We have a seminar coming up at our dojo a week from Sunday, with the teaching inspired by the O Sensei quote “Aikido is medicine for a sick world.” A couple of weeks ago when it was announced it seemed very appropriate in light of the fighting between Israel and Palestine. Right now Ferguson, MO (and many other places in the US) seems to need the same healing and reconnecting.
We cannot have police forces that see people as the enemy, who aim weapons at peaceful protesters. We have to get back in touch with our shared humanity. There is no “us” versus “them.”
I found this quote from a news article telling, and chilling:
“We’ve done everything we can to demonstrate a remarkable amount of restraint,” St. Louis County Police Chief Jon Belmar said in an interview outside the command post.

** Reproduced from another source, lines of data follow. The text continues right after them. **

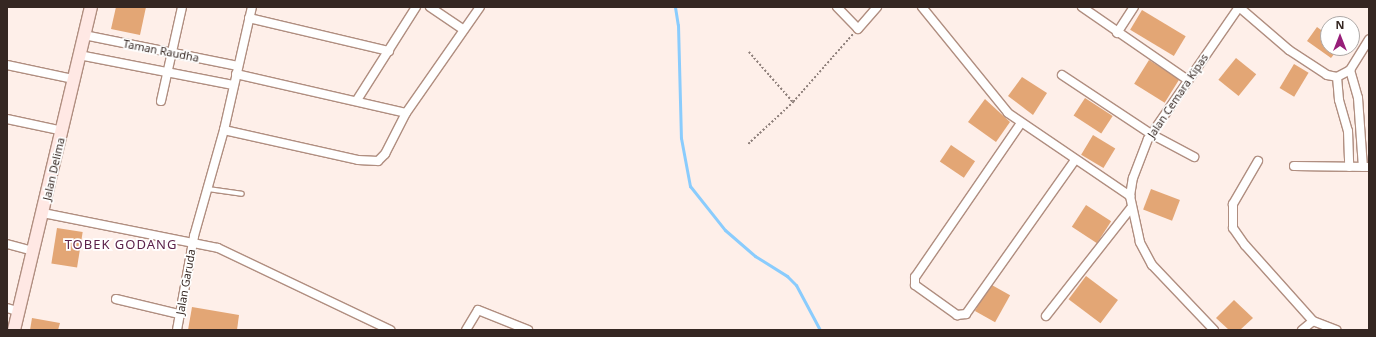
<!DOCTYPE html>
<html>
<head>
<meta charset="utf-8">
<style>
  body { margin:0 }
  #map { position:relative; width:1376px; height:337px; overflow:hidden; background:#feefe9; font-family:"Noto Sans",sans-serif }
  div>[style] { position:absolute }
  .stream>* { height:3px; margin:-1.5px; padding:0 1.5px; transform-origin:1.5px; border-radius:1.5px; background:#8accfd }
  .building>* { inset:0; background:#e3a675; transform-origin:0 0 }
  .path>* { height:1.5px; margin-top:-0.75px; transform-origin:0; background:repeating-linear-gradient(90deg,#90817c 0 2px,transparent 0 4px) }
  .roads { filter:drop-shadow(1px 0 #b08e80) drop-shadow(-1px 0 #b08e80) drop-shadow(0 1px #b08e80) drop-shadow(0 -1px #b08e80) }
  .service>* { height:4px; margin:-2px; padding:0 2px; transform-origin:2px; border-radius:2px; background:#fff }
  .minor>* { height:8px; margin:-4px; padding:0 4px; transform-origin:4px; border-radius:4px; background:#fff }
  .secondary>* { height:12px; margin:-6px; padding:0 6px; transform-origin:6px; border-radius:6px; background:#ffe8e4 }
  span { translate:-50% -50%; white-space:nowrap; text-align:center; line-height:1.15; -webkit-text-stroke:3.5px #fff; paint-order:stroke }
  .street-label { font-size:11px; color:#352722 }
  .quarter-label { font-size:13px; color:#5c224a; letter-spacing:1px }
  .frame { position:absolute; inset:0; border:8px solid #352722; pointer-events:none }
  .north { position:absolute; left:1320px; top:16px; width:40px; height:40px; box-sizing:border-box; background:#fff; border:1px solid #aea9a7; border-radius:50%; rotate:0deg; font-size:11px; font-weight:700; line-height:16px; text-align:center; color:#352722 }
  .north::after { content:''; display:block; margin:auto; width:14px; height:18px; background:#971e79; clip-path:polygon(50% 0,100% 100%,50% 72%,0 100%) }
</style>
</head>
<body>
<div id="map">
  <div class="stream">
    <i style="left:675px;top:7px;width:18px;rotate:81deg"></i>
    <i style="left:678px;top:25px;width:113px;rotate:88.5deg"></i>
    <i style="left:681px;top:138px;width:49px;rotate:79.4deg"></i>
    <i style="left:690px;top:186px;width:56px;rotate:51.5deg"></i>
    <i style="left:725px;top:230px;width:40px;rotate:41deg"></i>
    <i style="left:755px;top:256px;width:38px;rotate:32deg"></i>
    <i style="left:787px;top:276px;width:13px;rotate:45deg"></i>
    <i style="left:796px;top:285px;width:51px;rotate:61.9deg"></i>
  </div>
  <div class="building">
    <i style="clip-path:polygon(116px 7px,146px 7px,140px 35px,111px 29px)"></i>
    <i style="left:1142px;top:10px;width:51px;height:23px;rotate:31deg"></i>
    <i style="clip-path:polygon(1317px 27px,1328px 35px,1328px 48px,1339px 48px,1331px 58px,1307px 41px)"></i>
    <i style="left:1236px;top:58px;width:26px;height:28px;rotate:39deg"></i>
    <i style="left:1149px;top:60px;width:36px;height:28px;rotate:32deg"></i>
    <i style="left:1294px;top:64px;width:17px;height:28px;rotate:31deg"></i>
    <i style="clip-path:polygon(1022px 77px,1047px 93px,1033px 115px,1008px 96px)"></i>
    <i style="left:1085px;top:98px;width:33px;height:21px;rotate:33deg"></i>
    <i style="clip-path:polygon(985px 99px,1010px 122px,996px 142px,968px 122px)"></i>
    <i style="left:1093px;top:135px;width:26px;height:23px;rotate:31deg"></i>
    <i style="left:951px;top:145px;width:29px;height:20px;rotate:34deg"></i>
    <i style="left:1151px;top:189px;width:31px;height:22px;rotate:21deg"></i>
    <i style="left:1086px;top:205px;width:30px;height:26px;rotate:33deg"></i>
    <i style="left:57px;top:228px;width:26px;height:36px;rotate:9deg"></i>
    <i style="left:1086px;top:276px;width:40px;height:29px;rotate:37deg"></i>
    <i style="left:990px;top:284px;width:23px;height:31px;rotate:29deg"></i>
    <i style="clip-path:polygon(1234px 300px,1253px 318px,1240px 330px,1229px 330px,1216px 318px)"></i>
    <i style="clip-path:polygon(192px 307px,239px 315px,237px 330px,188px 330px)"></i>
    <i style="clip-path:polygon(32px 318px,60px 323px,58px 330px,30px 330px)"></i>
  </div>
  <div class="path">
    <i style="left:749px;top:52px;width:67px;rotate:48.7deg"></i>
    <i style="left:748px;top:144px;width:62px;rotate:-43deg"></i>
    <i style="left:793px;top:102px;width:91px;rotate:-48.6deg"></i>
  </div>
  <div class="roads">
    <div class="service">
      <i style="left:208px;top:189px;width:34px;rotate:8deg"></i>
    </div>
    <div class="minor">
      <i style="left:430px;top:7px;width:40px;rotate:34deg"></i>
      <i style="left:837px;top:7px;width:30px;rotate:46deg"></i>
      <i style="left:858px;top:29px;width:29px;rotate:-49deg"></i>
      <i style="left:922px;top:7px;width:136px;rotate:50.9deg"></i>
      <i style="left:1008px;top:113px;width:148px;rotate:34.2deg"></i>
      <i style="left:1082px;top:7px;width:129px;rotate:34.6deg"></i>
      <i style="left:1239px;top:7px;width:66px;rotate:40.7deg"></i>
      <i style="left:1289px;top:50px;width:45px;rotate:33.3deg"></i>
      <i style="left:1327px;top:75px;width:10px;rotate:11deg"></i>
      <i style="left:1337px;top:77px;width:15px;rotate:-28deg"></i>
      <i style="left:1350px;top:70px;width:36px;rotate:-58deg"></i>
      <i style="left:249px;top:18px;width:144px;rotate:13.3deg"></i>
      <i style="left:1117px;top:33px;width:31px;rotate:-57deg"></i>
      <i style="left:84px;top:35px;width:157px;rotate:11.4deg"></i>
      <i style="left:79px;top:55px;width:157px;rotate:11deg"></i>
      <i style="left:7px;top:65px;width:67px;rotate:12deg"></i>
      <i style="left:1350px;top:70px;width:29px;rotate:74deg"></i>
      <i style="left:1358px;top:98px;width:69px;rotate:85.9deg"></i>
      <i style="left:236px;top:74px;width:174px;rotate:12.9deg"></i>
      <i style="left:1062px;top:75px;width:107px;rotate:33.5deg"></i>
      <i style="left:1151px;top:134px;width:49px;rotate:28.1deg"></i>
      <i style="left:1337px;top:77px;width:23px;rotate:85deg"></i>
      <i style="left:1339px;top:100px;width:32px;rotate:74deg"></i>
      <i style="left:1348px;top:131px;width:36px;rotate:88deg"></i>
      <i style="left:357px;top:100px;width:110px;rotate:-57.6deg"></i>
      <i style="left:161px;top:101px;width:96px;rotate:-77.4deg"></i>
      <i style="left:7px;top:119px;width:57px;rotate:12.1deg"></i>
      <i style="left:1021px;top:123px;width:187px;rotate:124.5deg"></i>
      <i style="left:915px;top:277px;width:8px;rotate:90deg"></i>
      <i style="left:915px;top:285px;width:52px;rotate:35.5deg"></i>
      <i style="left:957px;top:315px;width:9px;rotate:-6deg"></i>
      <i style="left:966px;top:314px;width:189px;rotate:-54.7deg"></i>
      <i style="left:224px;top:130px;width:137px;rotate:12.6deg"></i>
      <i style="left:358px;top:160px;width:20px;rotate:3deg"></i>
      <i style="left:378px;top:161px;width:10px;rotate:-45deg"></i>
      <i style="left:385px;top:154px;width:46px;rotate:-62.9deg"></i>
      <i style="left:406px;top:113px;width:129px;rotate:-55.1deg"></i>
      <i style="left:1258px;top:161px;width:50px;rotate:120.2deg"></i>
      <i style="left:1233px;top:204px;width:24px;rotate:90deg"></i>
      <i style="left:1233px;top:228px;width:21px;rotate:55deg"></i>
      <i style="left:1245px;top:245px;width:102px;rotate:48.2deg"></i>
      <i style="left:1294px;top:166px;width:75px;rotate:0.8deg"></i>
      <i style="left:43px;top:213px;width:178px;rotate:11.3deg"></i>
      <i style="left:218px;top:248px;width:191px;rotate:25.5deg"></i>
      <i style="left:7px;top:244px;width:28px;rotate:15deg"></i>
      <i style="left:116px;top:299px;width:65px;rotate:13.4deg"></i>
      <i style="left:7px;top:308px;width:10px;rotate:17deg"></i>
      <i style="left:1046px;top:316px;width:137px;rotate:-51.8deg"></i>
      <i style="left:177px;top:330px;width:96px;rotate:-79.7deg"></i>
      <i style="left:194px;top:236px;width:110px;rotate:-74.2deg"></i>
      <i style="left:224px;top:130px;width:126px;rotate:-77.2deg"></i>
      <i style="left:466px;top:330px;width:23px;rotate:-59deg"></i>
      <i style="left:478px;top:310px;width:54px;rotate:21.8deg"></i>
      <i style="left:1214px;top:330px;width:90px;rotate:-133.6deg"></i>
      <i style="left:1152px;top:265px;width:26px;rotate:-118deg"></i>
      <i style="left:1140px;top:242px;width:47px;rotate:-102.3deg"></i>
      <i style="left:1130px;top:196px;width:18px;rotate:-81deg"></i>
      <i style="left:1133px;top:178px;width:42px;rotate:-69deg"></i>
      <i style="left:1148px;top:139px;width:160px;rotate:-55.4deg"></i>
      <i style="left:1302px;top:330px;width:14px;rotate:-39deg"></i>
      <i style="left:1313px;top:321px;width:25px;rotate:21deg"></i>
    </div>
    <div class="secondary">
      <i style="left:14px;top:330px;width:332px;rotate:-76.6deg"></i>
    </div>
  </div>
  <div class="street-label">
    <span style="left:161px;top:51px;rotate:11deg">Taman Raudha</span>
    <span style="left:1178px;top:96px;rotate:-56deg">Jalan Cemara Kipas</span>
    <span style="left:54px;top:169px;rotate:-77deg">Jalan Delima</span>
    <span style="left:186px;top:282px;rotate:-80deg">Jalan Garuda</span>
  </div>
  <div class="quarter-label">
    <span style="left:121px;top:244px">TOBEK GODANG</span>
  </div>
  <div class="frame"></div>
  <div class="north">N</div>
</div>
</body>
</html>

Restraint? Restraint from doing what? It implies they would like to be more violent, more forceful, but are trying to hold themselves back. It comes across to me as if a large, angry, powerful man had just backhanded a child, and then expects to be congratulated for showing restraint for not beating the kid further.
Police must not act out of anger. They are supposed to care for and protect their community. They should act appropriately, and with the least amount of force possible under the circumstances. If they need to “restrain themselves” something has gone very wrong in the underlying thinking.
It sounds like “Don’t make me have to hit you again!”
We have lost our collective minds – or maybe our hearts – when somehow two young friends walking down the street at night, bothering no one, escalates within seconds to one of them being shot dead by a man who was supposed to be protecting them.
There’s a lot that’s right in the world, but this sickness needs to be cured, and “we” have cure it. We.